この大弐伝は、今までにない三つの点に特色がある。一つは、大弐の生きていた時代は、江戸幕府が最も充実していた時代であり、本気で倒幕を考えてはいなかったということを明らかにしている点、つまり思想としては倒幕に到る道筋が正しいことながら、それは今ではないということを冷静に判断していた。二つ目は、「柳子」という号が、単に六本柳の生まれだったからというだけでなく、柳沢里恭(さととも)、別名柳里恭(りゅうりきょう)、棋園(きえん)への敬意にもとづいていると主張、さらに三つ目は竹内式部との関係を明瞭にした点にある。詳しくは、本書を読んでいただきたいが、山縣大弐の生涯と思想の案内として分かりやすい一冊である。私は、はじめて大弐についての知識を得た。

大弐は多くの書物を書いているが、事件のせいでほとんどが失われている。主著とも言うべき『柳子新論』は、公刊されず、わずかの関係者の間にのみに伝えられたものゆえに、逆に後の世に残されることになったのだ。

山縣大弐の和歌は、二首だけ確認されていると江宮は述べる。その一首が、捕縛されて獄にある時期に作られたこの歌である。

大弐は、囚われたものの、実際に倒幕を企てたわけではない。無実を信じ、無罪判決を願っていた。判決の六日前、その日は8月15日、中秋の名月である。まさかこれが辞世になるとは思いもせず、この歌は作られたのだろうが、なんとも意味深長な一首になった。

この夜の中秋の名月は、どうやら雲に隠れていたようだ。今夜の月は曇っていても恨むことはない、やがて晴れを待つような私ではないのだから――そんな風流な自分ではないと言うのか、囚われの身であるというのか、あるいは死んでしまっていることの暗示か。歌の明澄な調べは、単純に囚われの身にそんな風流はないと言っているように思われるが、歌は不思議だ、この歌の「はれを待つべき身にしあらねば」=晴れを待つような身の上ではないと読めてくる。まさに辞世の短歌にふさわしく見えてくるが、どうだろう。

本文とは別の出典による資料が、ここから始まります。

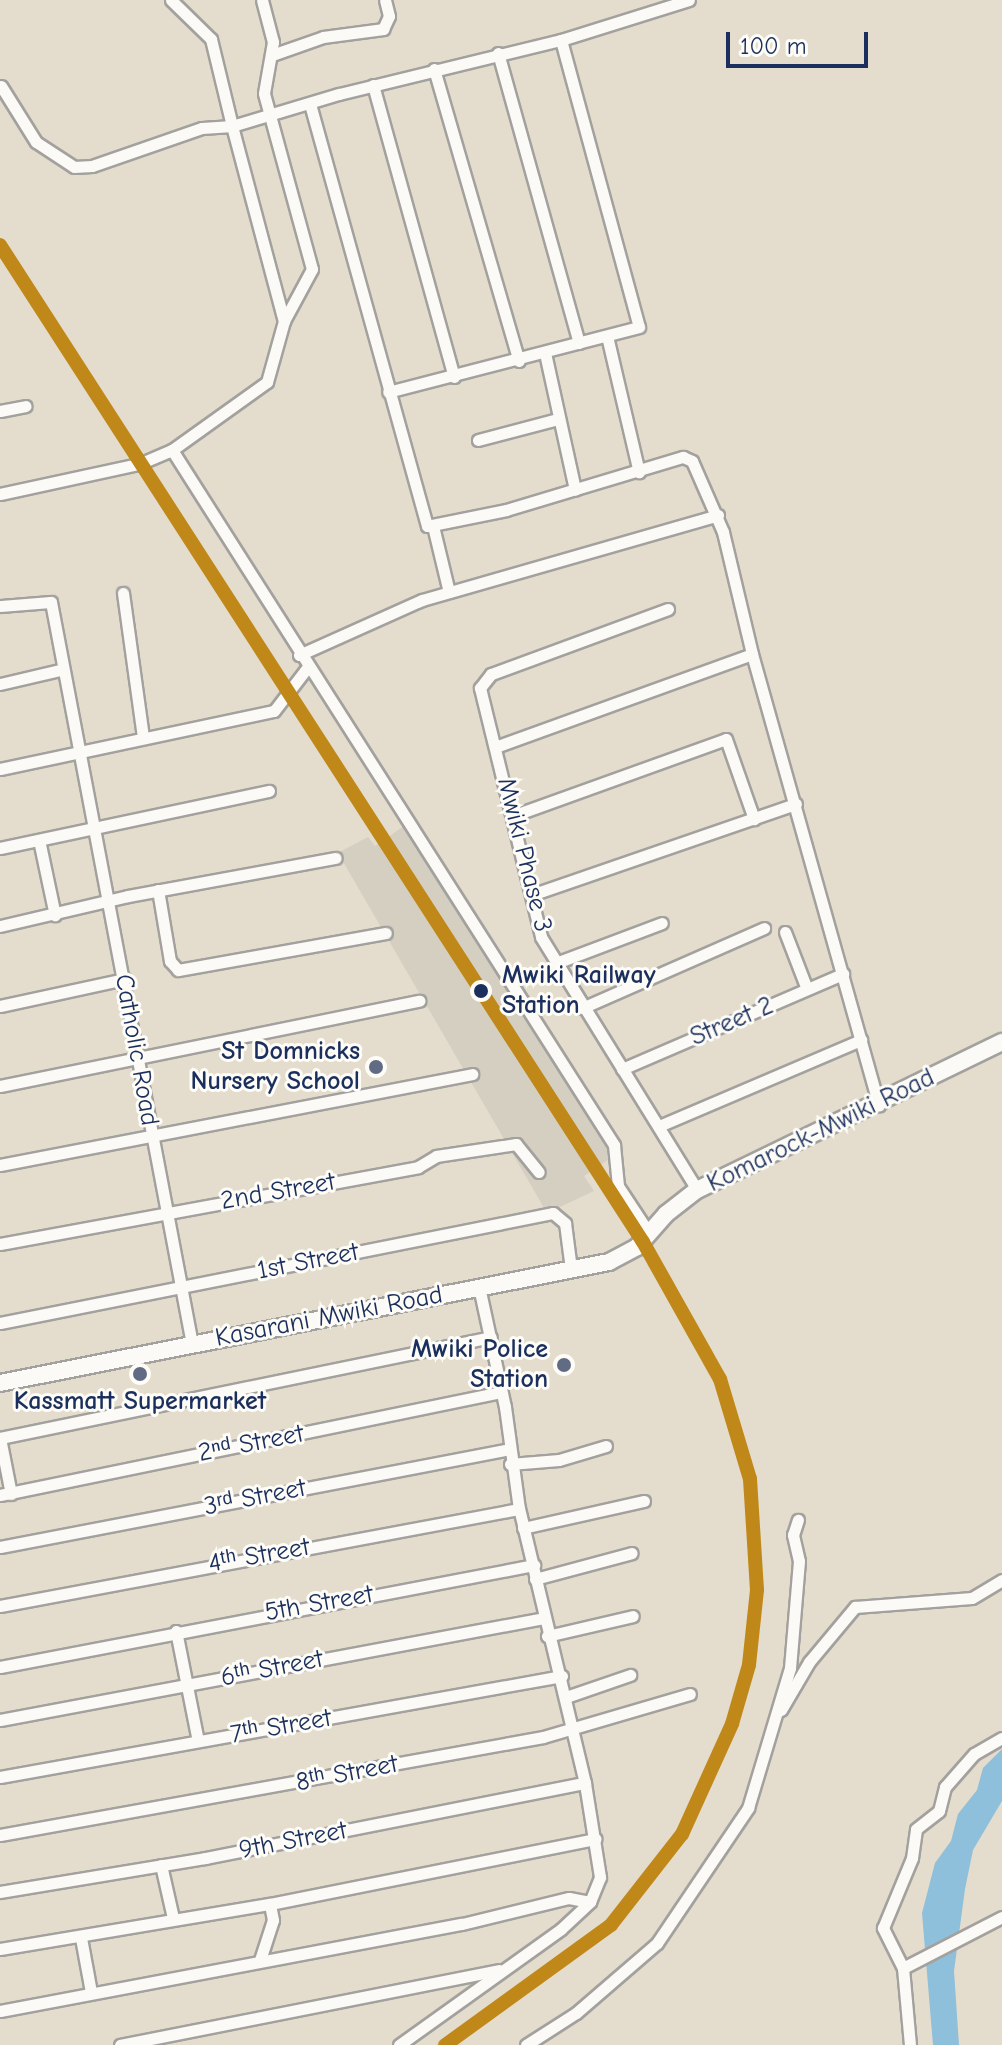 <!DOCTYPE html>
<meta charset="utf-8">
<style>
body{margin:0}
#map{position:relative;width:1002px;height:2045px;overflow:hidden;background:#e4dccc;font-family:"Comic Neue",sans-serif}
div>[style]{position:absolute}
.industrial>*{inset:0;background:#d4cfc1}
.water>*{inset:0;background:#8ebfdb}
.roads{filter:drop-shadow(2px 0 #a3a19e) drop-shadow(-2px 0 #a3a19e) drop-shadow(0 2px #a3a19e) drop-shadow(0 -2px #a3a19e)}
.street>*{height:11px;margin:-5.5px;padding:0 5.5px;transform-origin:5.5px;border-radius:5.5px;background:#fbfaf7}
.secondary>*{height:16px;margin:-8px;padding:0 8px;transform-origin:8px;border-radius:8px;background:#fbfaf7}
.rail-1>*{height:14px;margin:-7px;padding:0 7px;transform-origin:7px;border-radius:7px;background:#c08818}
.dots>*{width:22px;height:22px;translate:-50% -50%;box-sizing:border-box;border:4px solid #fdfcf7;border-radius:50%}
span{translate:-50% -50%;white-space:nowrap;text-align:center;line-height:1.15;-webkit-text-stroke:6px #fdfcf7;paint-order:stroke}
.street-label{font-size:26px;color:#1b2f5e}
.stop-label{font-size:26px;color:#1b2f5e;font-weight:700}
.left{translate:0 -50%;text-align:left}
.poi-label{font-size:26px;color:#1b2f5e;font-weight:700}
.right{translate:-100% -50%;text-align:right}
.scale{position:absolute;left:726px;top:32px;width:142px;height:36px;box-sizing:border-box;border:4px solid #1b2f5e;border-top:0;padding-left:10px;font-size:24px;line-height:28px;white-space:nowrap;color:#1b2f5e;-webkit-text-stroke:6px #fdfcf7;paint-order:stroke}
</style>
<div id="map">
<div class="industrial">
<i style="clip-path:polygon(404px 826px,615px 1155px,584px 1176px,594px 1191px,547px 1213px,338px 853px,368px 837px,375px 846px)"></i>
</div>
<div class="water">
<i style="clip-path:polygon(1002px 1749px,1002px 1801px,973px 1850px,965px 1889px,954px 1971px,959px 2045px,933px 2045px,922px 1913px,935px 1863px,951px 1841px,958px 1814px,977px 1790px,983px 1768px)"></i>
</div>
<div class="roads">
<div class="street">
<i style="left:171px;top:0;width:56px;rotate:44.3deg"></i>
<i style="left:211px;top:39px;width:89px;rotate:76.4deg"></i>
<i style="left:232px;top:126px;width:112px;rotate:-16.7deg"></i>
<i style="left:339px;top:94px;width:228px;rotate:-13.7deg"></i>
<i style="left:561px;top:40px;width:297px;rotate:74.8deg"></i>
<i style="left:639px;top:327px;width:259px;rotate:165.5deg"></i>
<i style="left:561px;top:40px;width:134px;rotate:-17.4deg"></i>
<i style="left:498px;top:53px;width:301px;rotate:74.4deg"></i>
<i style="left:272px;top:55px;width:54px;rotate:-19.4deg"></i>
<i style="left:323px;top:37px;width:61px;rotate:-7.6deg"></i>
<i style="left:383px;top:29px;width:14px;rotate:-65deg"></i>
<i style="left:389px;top:16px;width:16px;rotate:-104deg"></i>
<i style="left:434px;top:69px;width:304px;rotate:73.8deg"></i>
<i style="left:373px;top:85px;width:303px;rotate:74.5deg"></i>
<i style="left:1px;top:86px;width:66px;rotate:58deg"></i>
<i style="left:36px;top:142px;width:45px;rotate:33.3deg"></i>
<i style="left:74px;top:167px;width:18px;rotate:-3deg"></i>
<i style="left:92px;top:166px;width:116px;rotate:-19.1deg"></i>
<i style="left:202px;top:128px;width:30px;rotate:-4deg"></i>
<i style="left:232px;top:126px;width:202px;rotate:75.1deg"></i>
<i style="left:310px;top:104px;width:438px;rotate:74.5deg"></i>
<i style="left:427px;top:526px;width:81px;rotate:-11.4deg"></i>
<i style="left:506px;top:510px;width:185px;rotate:-16.7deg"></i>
<i style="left:683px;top:457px;width:10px;rotate:24deg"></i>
<i style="left:692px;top:461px;width:77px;rotate:66.4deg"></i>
<i style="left:723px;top:532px;width:125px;rotate:76.6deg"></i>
<i style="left:752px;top:654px;width:469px;rotate:74.3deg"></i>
<i style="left:607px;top:336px;width:140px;rotate:76.8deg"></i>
<i style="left:545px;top:353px;width:140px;rotate:77.6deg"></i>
<i style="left:0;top:411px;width:26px;rotate:-11deg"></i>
<i style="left:478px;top:440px;width:83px;rotate:-14.7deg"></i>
<i style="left:172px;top:450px;width:824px;rotate:57.54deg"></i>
<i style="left:614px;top:1145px;width:41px;rotate:84.4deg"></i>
<i style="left:618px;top:1186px;width:56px;rotate:56.6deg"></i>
<i style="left:0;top:494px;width:142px;rotate:-12.2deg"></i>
<i style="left:139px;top:464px;width:36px;rotate:-23deg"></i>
<i style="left:172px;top:450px;width:117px;rotate:-35.6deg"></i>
<i style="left:267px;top:382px;width:63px;rotate:-74.4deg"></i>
<i style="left:284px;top:321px;width:59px;rotate:-61.7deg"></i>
<i style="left:312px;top:269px;width:182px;rotate:-105.3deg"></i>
<i style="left:264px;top:93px;width:52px;rotate:-80deg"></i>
<i style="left:273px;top:42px;width:43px;rotate:-104.7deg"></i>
<i style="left:433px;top:526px;width:68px;rotate:76.4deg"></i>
<i style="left:123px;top:593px;width:145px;rotate:82.1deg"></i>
<i style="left:0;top:606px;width:51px;rotate:-4.5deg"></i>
<i style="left:51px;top:602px;width:755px;rotate:79.24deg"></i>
<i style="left:668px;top:609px;width:189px;rotate:159.8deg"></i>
<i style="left:491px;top:674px;width:18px;rotate:128deg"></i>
<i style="left:480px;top:688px;width:256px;rotate:76.2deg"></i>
<i style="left:541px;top:937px;width:297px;rotate:58.3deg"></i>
<i style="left:299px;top:655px;width:135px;rotate:-24.1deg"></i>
<i style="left:422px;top:600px;width:308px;rotate:-16deg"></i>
<i style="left:0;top:684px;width:62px;rotate:-13.1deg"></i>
<i style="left:498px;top:746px;width:270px;rotate:-19.9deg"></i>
<i style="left:0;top:769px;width:280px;rotate:-12deg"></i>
<i style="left:274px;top:711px;width:54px;rotate:-52.5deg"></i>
<i style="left:515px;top:815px;width:224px;rotate:-19.8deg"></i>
<i style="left:726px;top:739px;width:85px;rotate:70.7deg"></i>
<i style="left:39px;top:840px;width:77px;rotate:78deg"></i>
<i style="left:0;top:848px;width:275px;rotate:-12deg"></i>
<i style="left:158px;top:890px;width:72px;rotate:80.4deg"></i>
<i style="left:170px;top:961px;width:12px;rotate:48deg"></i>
<i style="left:178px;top:970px;width:211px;rotate:-10.1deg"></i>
<i style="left:534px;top:894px;width:277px;rotate:-19deg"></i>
<i style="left:0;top:926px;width:131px;rotate:-13.2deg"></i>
<i style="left:128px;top:896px;width:211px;rotate:-10.4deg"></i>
<i style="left:785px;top:932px;width:61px;rotate:68.9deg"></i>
<i style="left:556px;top:963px;width:113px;rotate:-20.7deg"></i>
<i style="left:0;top:1006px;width:128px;rotate:-12.2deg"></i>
<i style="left:582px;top:1008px;width:199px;rotate:-23.7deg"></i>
<i style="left:622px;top:1069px;width:241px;rotate:-23.3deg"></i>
<i style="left:0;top:1086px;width:428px;rotate:-11.5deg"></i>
<i style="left:659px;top:1126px;width:220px;rotate:-23.1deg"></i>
<i style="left:0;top:1165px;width:481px;rotate:-10.9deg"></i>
<i style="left:0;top:1244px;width:425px;rotate:-10.4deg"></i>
<i style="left:418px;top:1167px;width:21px;rotate:-31deg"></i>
<i style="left:436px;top:1156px;width:81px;rotate:-8.5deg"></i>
<i style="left:516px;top:1144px;width:36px;rotate:51deg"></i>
<i style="left:0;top:1323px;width:564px;rotate:-11.25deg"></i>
<i style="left:553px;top:1213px;width:16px;rotate:40deg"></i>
<i style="left:565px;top:1223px;width:46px;rotate:82.6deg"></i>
<i style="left:0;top:1438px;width:501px;rotate:-11.62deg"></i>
<i style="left:0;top:1438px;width:57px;rotate:78.9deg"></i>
<i style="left:510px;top:1464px;width:49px;rotate:-4.7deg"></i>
<i style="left:559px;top:1460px;width:49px;rotate:-16.6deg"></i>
<i style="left:0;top:1495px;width:511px;rotate:-11.62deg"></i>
<i style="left:523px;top:1528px;width:124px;rotate:-12.6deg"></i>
<i style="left:0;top:1547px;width:519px;rotate:-10.88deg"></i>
<i style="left:535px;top:1579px;width:100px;rotate:-15deg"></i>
<i style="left:0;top:1606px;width:528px;rotate:-10.59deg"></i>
<i style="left:176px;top:1631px;width:112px;rotate:78.7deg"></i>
<i style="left:547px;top:1636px;width:88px;rotate:-13.1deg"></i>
<i style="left:0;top:1667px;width:544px;rotate:-10.81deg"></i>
<i style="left:566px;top:1697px;width:68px;rotate:-19deg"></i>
<i style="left:781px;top:1710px;width:56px;rotate:-59.7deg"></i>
<i style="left:809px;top:1662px;width:72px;rotate:-50.1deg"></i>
<i style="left:855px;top:1607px;width:117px;rotate:-4.4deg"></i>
<i style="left:972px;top:1598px;width:35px;rotate:-31deg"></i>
<i style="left:0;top:1720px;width:553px;rotate:-10.62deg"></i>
<i style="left:0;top:1777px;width:571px;rotate:-10.19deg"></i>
<i style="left:0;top:1835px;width:552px;rotate:-10.23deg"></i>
<i style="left:543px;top:1737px;width:153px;rotate:-16.3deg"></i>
<i style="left:161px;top:1865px;width:54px;rotate:77.2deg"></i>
<i style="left:0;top:1892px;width:208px;rotate:-9.4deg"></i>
<i style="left:205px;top:1858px;width:387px;rotate:-11.2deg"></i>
<i style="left:81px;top:1938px;width:55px;rotate:79.5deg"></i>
<i style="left:0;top:1949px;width:274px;rotate:-9.5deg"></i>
<i style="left:270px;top:1904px;width:332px;rotate:-11.3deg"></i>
<i style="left:260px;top:1960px;width:42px;rotate:-72deg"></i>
<i style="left:273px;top:1920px;width:16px;rotate:-101deg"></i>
<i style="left:903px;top:1968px;width:111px;rotate:-27.3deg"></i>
<i style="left:0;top:2011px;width:470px;rotate:-10.7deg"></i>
<i style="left:462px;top:1924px;width:110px;rotate:-13.7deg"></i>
<i style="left:569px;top:1898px;width:21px;rotate:11deg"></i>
<i style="left:120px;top:2045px;width:386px;rotate:-11.2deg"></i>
<i style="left:399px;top:2045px;width:199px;rotate:-35.6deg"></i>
<i style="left:561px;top:1929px;width:40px;rotate:-43deg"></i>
<i style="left:590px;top:1902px;width:27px;rotate:-68deg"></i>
<i style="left:600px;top:1877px;width:95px;rotate:-99.1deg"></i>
<i style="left:585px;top:1783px;width:282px;rotate:-103.5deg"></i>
<i style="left:519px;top:1509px;width:103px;rotate:-97.8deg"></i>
<i style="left:505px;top:1407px;width:123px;rotate:-102.2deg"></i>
<i style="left:526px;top:2045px;width:59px;rotate:-32.6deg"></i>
<i style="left:576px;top:2013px;width:107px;rotate:-40.8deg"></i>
<i style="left:657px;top:1943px;width:163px;rotate:-56deg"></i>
<i style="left:748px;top:1808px;width:146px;rotate:-73.3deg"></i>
<i style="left:790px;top:1668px;width:107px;rotate:-85.2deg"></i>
<i style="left:799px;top:1561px;width:27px;rotate:-103deg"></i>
<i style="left:793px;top:1535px;width:16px;rotate:-72deg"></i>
<i style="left:910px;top:2045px;width:77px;rotate:-95.2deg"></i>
<i style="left:903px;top:1968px;width:45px;rotate:-116.6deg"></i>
<i style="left:883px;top:1928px;width:76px;rotate:-67.5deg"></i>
<i style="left:912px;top:1858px;width:29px;rotate:-82deg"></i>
<i style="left:916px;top:1829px;width:29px;rotate:-38deg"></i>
<i style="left:939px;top:1811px;width:25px;rotate:-76deg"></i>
<i style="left:945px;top:1787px;width:44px;rotate:-48.7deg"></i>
<i style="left:974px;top:1754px;width:32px;rotate:-30deg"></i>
</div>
<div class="secondary">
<i style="left:0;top:1383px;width:621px;rotate:-11.24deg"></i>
<i style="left:609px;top:1262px;width:32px;rotate:-28deg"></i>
<i style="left:637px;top:1247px;width:44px;rotate:-48.7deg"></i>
<i style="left:666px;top:1214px;width:39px;rotate:-38deg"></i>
<i style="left:697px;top:1190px;width:339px;rotate:-25.9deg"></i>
</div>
</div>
<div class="rail-1">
<i style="left:0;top:245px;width:1186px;rotate:57.18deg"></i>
<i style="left:643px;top:1242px;width:157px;rotate:60.7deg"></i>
<i style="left:720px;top:1379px;width:104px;rotate:73.3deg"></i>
<i style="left:750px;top:1479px;width:111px;rotate:86.4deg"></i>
<i style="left:757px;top:1590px;width:75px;rotate:96.1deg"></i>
<i style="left:749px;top:1665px;width:61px;rotate:106.1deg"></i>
<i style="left:732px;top:1724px;width:121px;rotate:114.4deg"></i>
<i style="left:682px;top:1834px;width:115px;rotate:128deg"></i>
<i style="left:611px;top:1925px;width:205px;rotate:144.1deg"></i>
</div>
<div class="dots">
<i style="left:481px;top:991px;background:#1b2f5e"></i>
<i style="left:376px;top:1067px;background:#616c84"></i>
<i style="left:564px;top:1365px;background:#616c84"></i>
<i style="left:140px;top:1374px;background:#616c84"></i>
</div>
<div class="street-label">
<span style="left:524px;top:855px;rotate:76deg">Mwiki Phase 3</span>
<span style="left:732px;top:1022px;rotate:-23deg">Street 2</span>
<span style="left:136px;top:1050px;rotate:80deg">Catholic Road</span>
<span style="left:821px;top:1131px;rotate:-26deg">Komarock-Mwiki Road</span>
<span style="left:278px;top:1192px;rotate:-10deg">2nd Street</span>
<span style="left:308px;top:1262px;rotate:-11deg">1st Street</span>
<span style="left:329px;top:1317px;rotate:-11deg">Kasarani Mwiki Road</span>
<span style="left:251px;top:1444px;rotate:-11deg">2ⁿᵈ Street</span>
<span style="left:255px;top:1498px;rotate:-11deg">3ʳᵈ Street</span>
<span style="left:259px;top:1556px;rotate:-10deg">4ᵗʰ Street</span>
<span style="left:319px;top:1604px;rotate:-10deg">5th Street</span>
<span style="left:272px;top:1669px;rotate:-11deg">6ᵗʰ Street</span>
<span style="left:281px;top:1727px;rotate:-10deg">7ᵗʰ Street</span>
<span style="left:347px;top:1774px;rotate:-11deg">8ᵗʰ Street</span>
<span style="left:293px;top:1841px;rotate:-11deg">9th Street</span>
</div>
<div class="stop-label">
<span class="left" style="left:502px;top:991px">Mwiki Railway<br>Station</span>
</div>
<div class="poi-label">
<span class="right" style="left:360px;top:1067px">St Domnicks<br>Nursery School</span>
<span class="right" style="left:548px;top:1365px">Mwiki Police<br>Station</span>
<span style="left:140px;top:1402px">Kassmatt Supermarket</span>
</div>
<div class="scale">100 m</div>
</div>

二首しか残っていないという大弐の和歌のもう一首は、次の作だ。

 

玉鉾の道ある国に詣で来て うてばこたふる柏手の音

 

大岡忠光の代官として上総国(千葉県)勝浦に赴任する途次、香取神宮に立ち寄った。鹿島神宮とともに武神、軍神として古代から崇敬を集めている。玉鉾は、武器である。武士道を誇る香取神宮に参詣して、神への祈りの柏手を打つ。深閑とした社に響く柏手の音が聞こえて来る。たったの二首で、大弐の作歌の力を判断することはできないが、武家として恥ずかしくない作歌力は持っていた。それはこの儀礼的な場での二首で分かる。さらに香取神宮での一首の下句には、単に儀礼歌という以上の実感が込められているように感ずる。今実際に拝殿に柏手を打つ音が聞こえて来るように感じられないだろうか。

いささか穿ちすぎかもしれないが、失われてしまっただろう大弐の和歌が残されていたとしたらという夢想に駆られる。